The remarks provoked a storm of criticism in Russia which supplied several Iskander systems to Armenia in 2015. Senior members of the State Duma, Russia’s lower house of parliament, attacked Pashinyan in unusually strong terms.
“The Iskander is a highly precise weapon, which has repeatedly been proved during military exercises,” said Viktor Zavarzin, the deputy chairman of a State Duma committee on defense and security.
What Pashinyan said about the missile is a “complete lie,” Zavarzin told the Govorit Moskva radio station.
Another Russian lawmaker, Dmitry Sablin, mocked the Armenian premier and questioned his competence.
“A bad dancer is hampered by other things. This popular saying best describes the Armenian prime minister’s claims about the use of the Iskander in the last war and its being obsolete,” the RIA Novosti news agency quoted Sablin as saying.
Vladimir Solovyov, Russia’s leading political talk show host, and other pro-Kremlin commentators likewise denounced Pashinyan’s remarks widely circulated by the Russian media.
Pashinyan also came under fire from his political opponents at home.
“How can 10 percent of a missile explode and the remaining 90 percent not explode after hitting a target?” said Seyran Ohanyan, a retired general who served as Armenia’s defense minister during the acquisition of Iskander missiles.

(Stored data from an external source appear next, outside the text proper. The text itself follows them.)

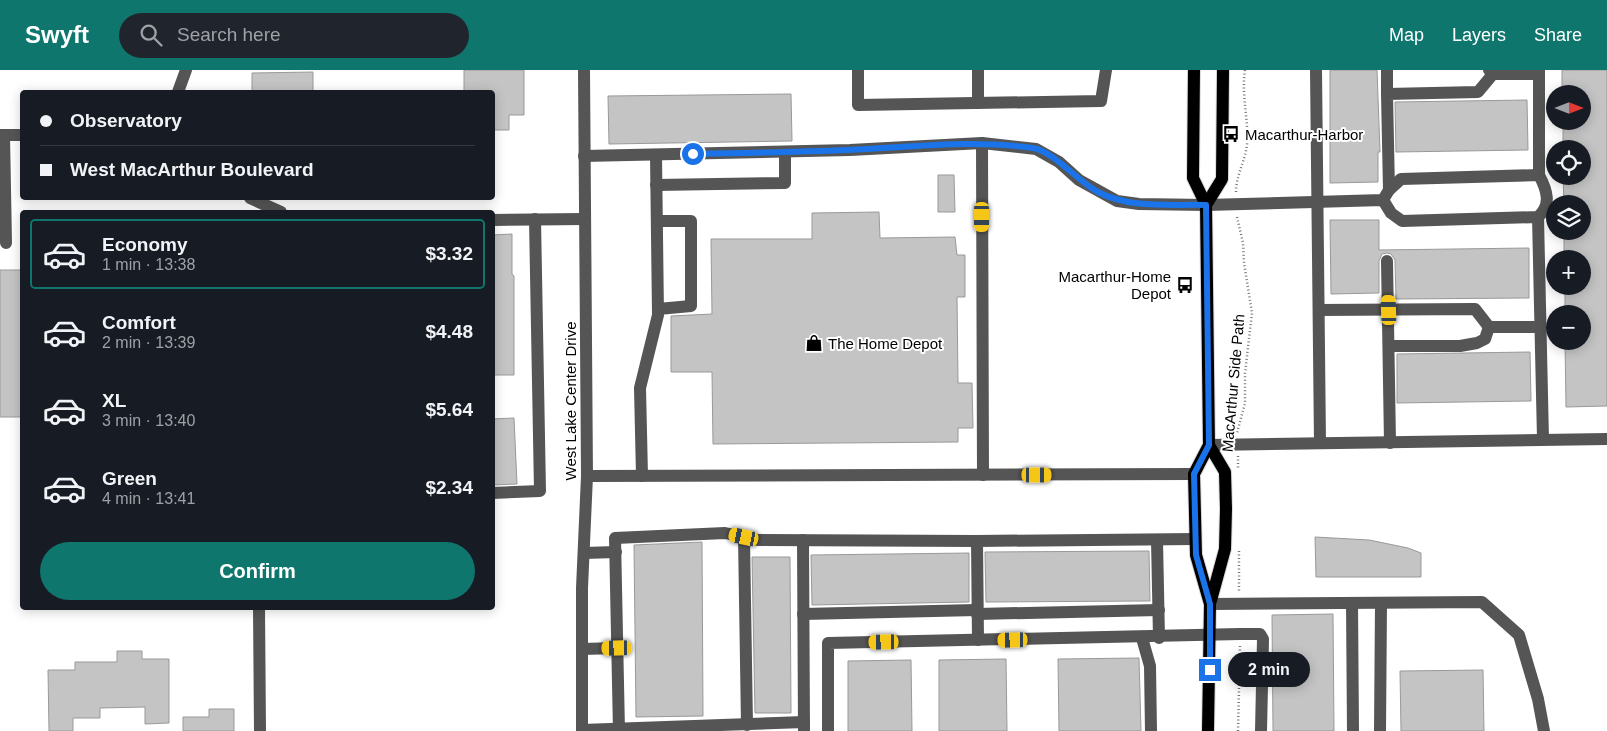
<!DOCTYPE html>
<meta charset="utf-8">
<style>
:root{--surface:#171b24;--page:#20242c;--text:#f1f3f6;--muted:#9ea1a6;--line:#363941;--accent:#0f766e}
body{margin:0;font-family:Helvetica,sans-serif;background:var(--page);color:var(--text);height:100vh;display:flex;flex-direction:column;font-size:19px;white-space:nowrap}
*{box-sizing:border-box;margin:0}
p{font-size:16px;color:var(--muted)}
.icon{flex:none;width:28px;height:28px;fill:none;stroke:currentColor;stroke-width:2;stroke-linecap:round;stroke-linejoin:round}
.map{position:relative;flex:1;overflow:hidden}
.details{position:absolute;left:20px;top:140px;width:475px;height:400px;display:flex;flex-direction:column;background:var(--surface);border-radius:5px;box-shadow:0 2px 12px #0003}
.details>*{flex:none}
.guide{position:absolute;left:20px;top:20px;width:475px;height:110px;border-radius:5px;box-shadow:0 2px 12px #0003;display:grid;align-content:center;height:110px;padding:0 20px;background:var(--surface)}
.needle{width:32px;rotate:90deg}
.tools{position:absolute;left:1546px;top:15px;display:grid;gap:10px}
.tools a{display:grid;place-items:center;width:45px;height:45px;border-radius:50%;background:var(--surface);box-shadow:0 2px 12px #0003;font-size:25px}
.end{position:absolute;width:22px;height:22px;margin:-11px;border:6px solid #1a73e8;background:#fff;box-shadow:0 0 0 2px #fff}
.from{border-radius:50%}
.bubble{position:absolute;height:35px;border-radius:18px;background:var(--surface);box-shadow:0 2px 12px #0003;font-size:16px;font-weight:700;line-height:35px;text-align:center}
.car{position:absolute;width:15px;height:30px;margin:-15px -8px;border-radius:6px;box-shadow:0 0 4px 1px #0007;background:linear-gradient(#f5c518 24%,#345 0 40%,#f5c518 0 76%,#345 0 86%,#f5c518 0)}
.guide b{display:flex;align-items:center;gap:18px;height:48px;font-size:19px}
.guide b+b{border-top:1px solid var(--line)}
.guide i{width:12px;height:12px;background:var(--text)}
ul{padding:9px 0 0;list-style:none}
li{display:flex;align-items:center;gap:15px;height:70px;margin:0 10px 8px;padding:0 10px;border:2px solid transparent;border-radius:5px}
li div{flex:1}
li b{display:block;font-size:19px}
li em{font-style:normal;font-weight:700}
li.selected{border-color:var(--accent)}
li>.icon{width:45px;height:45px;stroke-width:1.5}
.action{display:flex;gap:10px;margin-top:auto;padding:10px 20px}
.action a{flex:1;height:58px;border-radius:30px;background:var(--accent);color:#fff;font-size:20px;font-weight:700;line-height:58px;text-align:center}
header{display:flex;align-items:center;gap:30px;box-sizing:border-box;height:70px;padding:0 25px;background:var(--accent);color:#fff}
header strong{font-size:24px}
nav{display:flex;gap:28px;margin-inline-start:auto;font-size:18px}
.search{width:350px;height:45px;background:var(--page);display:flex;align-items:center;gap:12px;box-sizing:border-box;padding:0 18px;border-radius:28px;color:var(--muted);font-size:19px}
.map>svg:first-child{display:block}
.building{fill:#c4c4c4;stroke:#999}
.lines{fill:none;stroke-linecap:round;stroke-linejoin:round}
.major-casing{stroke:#dbdbdb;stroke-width:14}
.path{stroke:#777;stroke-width:2.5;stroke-dasharray:1 2.5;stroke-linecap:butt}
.minor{stroke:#555;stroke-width:12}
.major{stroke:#000;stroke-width:12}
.route{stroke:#1a73e8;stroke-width:6}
.labels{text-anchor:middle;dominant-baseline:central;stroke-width:4;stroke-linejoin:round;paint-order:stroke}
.poi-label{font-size:15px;fill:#000;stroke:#fff;text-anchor:start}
.street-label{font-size:15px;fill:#000;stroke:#fff}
</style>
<header>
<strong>Swyft</strong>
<div class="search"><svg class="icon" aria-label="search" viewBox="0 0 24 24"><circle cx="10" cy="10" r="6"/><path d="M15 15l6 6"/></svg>Search here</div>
<nav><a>Map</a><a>Layers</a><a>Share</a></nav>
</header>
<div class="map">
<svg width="1607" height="661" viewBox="0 0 1607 661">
<rect width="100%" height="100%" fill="#fff"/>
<g class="building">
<path d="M 464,0 L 524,0 L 524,45 L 509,45 L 509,60 L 492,60 L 492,22 L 464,22 Z"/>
<path d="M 1330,0 L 1377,0 L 1380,82 L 1378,82 L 1378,112 L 1330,113 Z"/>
<path d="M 1562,0 L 1607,0 L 1607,336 L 1566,337 L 1565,271 L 1582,271 L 1582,244 L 1565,244 L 1565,216 L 1582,216 L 1582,189 L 1564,189 L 1564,161 L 1582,161 L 1582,134 L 1564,134 L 1563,106 L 1582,106 L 1582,79 L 1563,79 L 1563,51 L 1582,51 L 1582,24 L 1562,24 Z"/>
<path d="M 313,2 L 313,22 L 252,22 L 252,3 Z"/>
<path d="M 791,24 L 792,71 L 609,74 L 608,26 Z"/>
<path d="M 1527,30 L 1528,80 L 1396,82 L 1395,32 Z"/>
<path d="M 938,105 L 954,105 L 955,142 L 938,142 Z"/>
<path d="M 879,142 L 880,168 L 955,167 L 957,185 L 965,185 L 965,227 L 957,227 L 958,313 L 972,313 L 973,358 L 958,358 L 958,372 L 713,374 L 712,302 L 671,302 L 671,246 L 712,244 L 711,169 L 812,169 L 812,143 Z"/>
<path d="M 1330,150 L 1379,150 L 1379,180 L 1529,178 L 1529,228 L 1396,229 L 1395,190 L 1391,184 L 1387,183 L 1382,184 L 1379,191 L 1379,223 L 1331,224 Z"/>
<path d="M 512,164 L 512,204 L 514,206 L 514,305 L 492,305 L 492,165 Z"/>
<rect x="0" y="200" width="22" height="147"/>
<path d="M 1530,282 L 1531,331 L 1397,333 L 1397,284 Z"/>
<path d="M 514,348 L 517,414 L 492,415 L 492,349 Z"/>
<path d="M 1315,467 L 1369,470 L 1408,478 L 1421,483 L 1421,507 L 1316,507 Z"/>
<path d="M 702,472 L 703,646 L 636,647 L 634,475 Z"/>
<path d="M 1149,481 L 1150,531 L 986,532 L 985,482 Z"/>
<path d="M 969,483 L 969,532 L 812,535 L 811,485 Z"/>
<path d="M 752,487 L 790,487 L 791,643 L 755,643 Z"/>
<path d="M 1333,544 L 1334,661 L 1273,661 L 1272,545 Z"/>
<path d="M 117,581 L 142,581 L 142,589 L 169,589 L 169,653 L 145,654 L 145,637 L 100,638 L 100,648 L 73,648 L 73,661 L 49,661 L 48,600 L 75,600 L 75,592 L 117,592 Z"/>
<path d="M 1139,588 L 1141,661 L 1059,661 L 1058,589 Z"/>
<path d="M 1006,589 L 1007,661 L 939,661 L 939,590 Z"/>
<path d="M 911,590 L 912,661 L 848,661 L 848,591 Z"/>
<path d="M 1483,600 L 1484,661 L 1401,661 L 1400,601 Z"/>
<path d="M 209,639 L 234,639 L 234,661 L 183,661 L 183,647 L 209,647 Z"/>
</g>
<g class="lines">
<g class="major-casing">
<g id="major">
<path d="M 1194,0 L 1193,108 L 1206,135 L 1209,375 L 1194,404 L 1196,485 L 1210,534 L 1208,661"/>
<path d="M 1206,135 L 1222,109 L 1223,0"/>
<path d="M 1209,375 L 1225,402 L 1226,439 L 1225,479 L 1210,534"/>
</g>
</g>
<g class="path">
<path d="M 1236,122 C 1236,106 1245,91 1247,75 C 1249,50 1241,25 1245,0"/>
<path d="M 1237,147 L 1243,173 L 1244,193 L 1252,243 L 1245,303 L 1245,333 L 1237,363"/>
<path d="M 1238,386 L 1238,398"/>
<path d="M 1239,481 L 1239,521"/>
<path d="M 1238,661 L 1240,576"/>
</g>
<g class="minor">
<path d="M 858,0 L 858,35 L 1101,31 L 1106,0"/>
<path d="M 978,0 L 978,33"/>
<path d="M 1316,0 L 1320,373"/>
<path d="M 1387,0 L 1387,24"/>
<path d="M 1489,0 L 1493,4 L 1539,4"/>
<path d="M 178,22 L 186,0"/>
<path d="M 0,65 L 22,65"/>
<path d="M 4,65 L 6,173"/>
<path d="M 982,73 L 983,405"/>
<path d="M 584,86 L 850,80 L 982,73 L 1036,79 L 1059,92 L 1079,110 L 1117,131 L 1139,134 L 1206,135 L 1383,130 L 1391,143 L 1402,151 L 1538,147 C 1552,135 1547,120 1539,105 L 1401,109 L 1389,120 L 1383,130"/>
<path d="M 1539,105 L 1539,0"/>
<path d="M 656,115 L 785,113 L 785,82"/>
<path d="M 1389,120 L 1387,24 L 1478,22 L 1493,4"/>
<path d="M 250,128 L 281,142"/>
<path d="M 1538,147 L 1543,369"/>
<path d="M 492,150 L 585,149"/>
<path d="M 657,151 L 691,151 L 691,236 L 658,239"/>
<path d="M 1387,191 L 1390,373"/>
<path d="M 1319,240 L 1475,239 L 1489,257 L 1540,257"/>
<path d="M 1389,276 L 1460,276 L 1477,273 L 1485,269 L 1489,257"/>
<path d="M 1209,375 L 1607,369"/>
<path d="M 587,406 L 1194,404"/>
<path d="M 642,406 L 640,318 L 658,245 L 656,85"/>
<path d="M 492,423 L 540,421 L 535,149"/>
<path d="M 744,467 L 747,655"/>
<path d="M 803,470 L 804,660"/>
<path d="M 1157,470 L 1159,568"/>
<path d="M 584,483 L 616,482"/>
<path d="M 1352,533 L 1353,661"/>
<path d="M 1210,534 L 1482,532 L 1519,565 L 1538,629 L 1544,661"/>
<path d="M 259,538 L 260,661"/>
<path d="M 803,544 L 977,540"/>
<path d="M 977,544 L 1159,540"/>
<path d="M 1142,568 L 1150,596 L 1151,661"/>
<path d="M 978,570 L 977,471 L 1195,469"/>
<path d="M 582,579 L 617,578"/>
<path d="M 582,660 L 804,652"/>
<path d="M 582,661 L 582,518 L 587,406 L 584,0"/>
<path d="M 619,661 L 615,468 L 725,463 L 758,470 L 977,471"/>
<path d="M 828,661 L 828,573 L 1240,564 L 1260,564 L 1263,569 L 1261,661"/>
<path d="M 1380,661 L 1381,533"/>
</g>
<use href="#major" class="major"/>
</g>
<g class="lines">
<path class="route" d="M 693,84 C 751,83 809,82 867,79 C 922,76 978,70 1033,78 C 1055,82 1078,112 1098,122 C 1130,139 1171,134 1206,135 L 1209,375 L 1194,404 L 1196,485 L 1210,534 L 1210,600"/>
</g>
<defs>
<g id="bus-bare" transform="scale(1.35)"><path d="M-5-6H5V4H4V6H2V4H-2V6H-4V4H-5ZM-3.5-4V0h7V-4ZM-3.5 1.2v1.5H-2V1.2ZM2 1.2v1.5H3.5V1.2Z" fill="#000" stroke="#fff" stroke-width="2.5" paint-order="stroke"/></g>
<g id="shop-bare" transform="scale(1.35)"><path d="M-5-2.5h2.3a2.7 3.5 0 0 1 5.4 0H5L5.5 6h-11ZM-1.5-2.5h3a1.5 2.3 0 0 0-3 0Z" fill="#000" stroke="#fff" stroke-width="2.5" paint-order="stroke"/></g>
</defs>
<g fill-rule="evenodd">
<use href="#bus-bare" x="1231" y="64"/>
<use href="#bus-bare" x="1185" y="215"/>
<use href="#shop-bare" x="814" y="273"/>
</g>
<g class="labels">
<g class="poi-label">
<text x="1245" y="64">Macarthur-Harbor</text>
<text x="1171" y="206" text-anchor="end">Macarthur-Home<tspan x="1171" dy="17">Depot</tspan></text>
<text x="828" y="273">The Home Depot</text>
</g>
<g class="street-label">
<text transform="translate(1233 313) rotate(-85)">MacArthur Side Path</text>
<text transform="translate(570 331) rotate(-90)">West Lake Center Drive</text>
</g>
</g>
</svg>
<div class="tools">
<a><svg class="needle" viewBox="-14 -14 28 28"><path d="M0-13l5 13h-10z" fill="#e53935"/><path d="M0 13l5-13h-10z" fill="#9ea1a6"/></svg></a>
<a><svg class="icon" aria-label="locate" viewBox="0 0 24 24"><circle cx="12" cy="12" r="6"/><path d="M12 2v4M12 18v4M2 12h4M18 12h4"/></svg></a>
<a><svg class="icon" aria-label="layers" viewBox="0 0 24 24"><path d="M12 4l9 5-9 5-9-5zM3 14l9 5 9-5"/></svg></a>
<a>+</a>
<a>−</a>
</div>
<i class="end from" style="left:693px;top:84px"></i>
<i class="end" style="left:1210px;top:600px"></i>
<div class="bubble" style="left:1228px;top:582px;width:82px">2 min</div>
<i class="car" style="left:982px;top:147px;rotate:180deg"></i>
<i class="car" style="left:1389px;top:240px;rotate:358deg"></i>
<i class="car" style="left:1037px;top:405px;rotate:90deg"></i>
<i class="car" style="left:744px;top:467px;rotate:282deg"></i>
<i class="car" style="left:1013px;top:570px;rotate:269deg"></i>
<i class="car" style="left:884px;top:572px;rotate:269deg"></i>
<i class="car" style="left:617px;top:578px;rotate:269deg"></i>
<div class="guide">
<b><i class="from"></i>Observatory</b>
<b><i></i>West MacArthur Boulevard</b>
</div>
<section class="details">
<ul>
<li class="selected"><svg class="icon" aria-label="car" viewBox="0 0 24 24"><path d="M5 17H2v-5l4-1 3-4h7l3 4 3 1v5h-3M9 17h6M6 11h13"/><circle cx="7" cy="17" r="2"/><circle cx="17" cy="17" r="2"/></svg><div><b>Economy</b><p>1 min · 13:38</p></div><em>$3.32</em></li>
<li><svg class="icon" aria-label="car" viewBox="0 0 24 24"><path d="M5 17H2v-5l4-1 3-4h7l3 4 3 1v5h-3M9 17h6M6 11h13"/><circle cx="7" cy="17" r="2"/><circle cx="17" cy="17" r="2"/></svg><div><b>Comfort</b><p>2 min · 13:39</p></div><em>$4.48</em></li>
<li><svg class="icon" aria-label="car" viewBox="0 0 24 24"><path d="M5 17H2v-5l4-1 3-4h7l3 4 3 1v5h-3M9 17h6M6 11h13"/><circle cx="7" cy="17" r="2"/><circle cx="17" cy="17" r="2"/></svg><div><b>XL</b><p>3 min · 13:40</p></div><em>$5.64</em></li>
<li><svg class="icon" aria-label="car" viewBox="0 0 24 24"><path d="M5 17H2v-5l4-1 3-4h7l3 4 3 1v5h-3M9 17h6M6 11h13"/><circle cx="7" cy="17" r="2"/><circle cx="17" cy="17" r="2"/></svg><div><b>Green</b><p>4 min · 13:41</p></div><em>$2.34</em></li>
</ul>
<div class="action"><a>Confirm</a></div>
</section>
</div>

“I think that [Pashinyan] is very far from being qualified to make judgments about them,” Ohanyan told RFE/RL’s Armenian Service.
With a firing range of up to 500 kilometers, the Iskander is known for its precision and ability to overcome modern missile defense shields. Russia prompted serious concerns from the United States and other Western powers when it deployed such missiles to its Kaliningrad exclave on the Baltic Sea in 2018.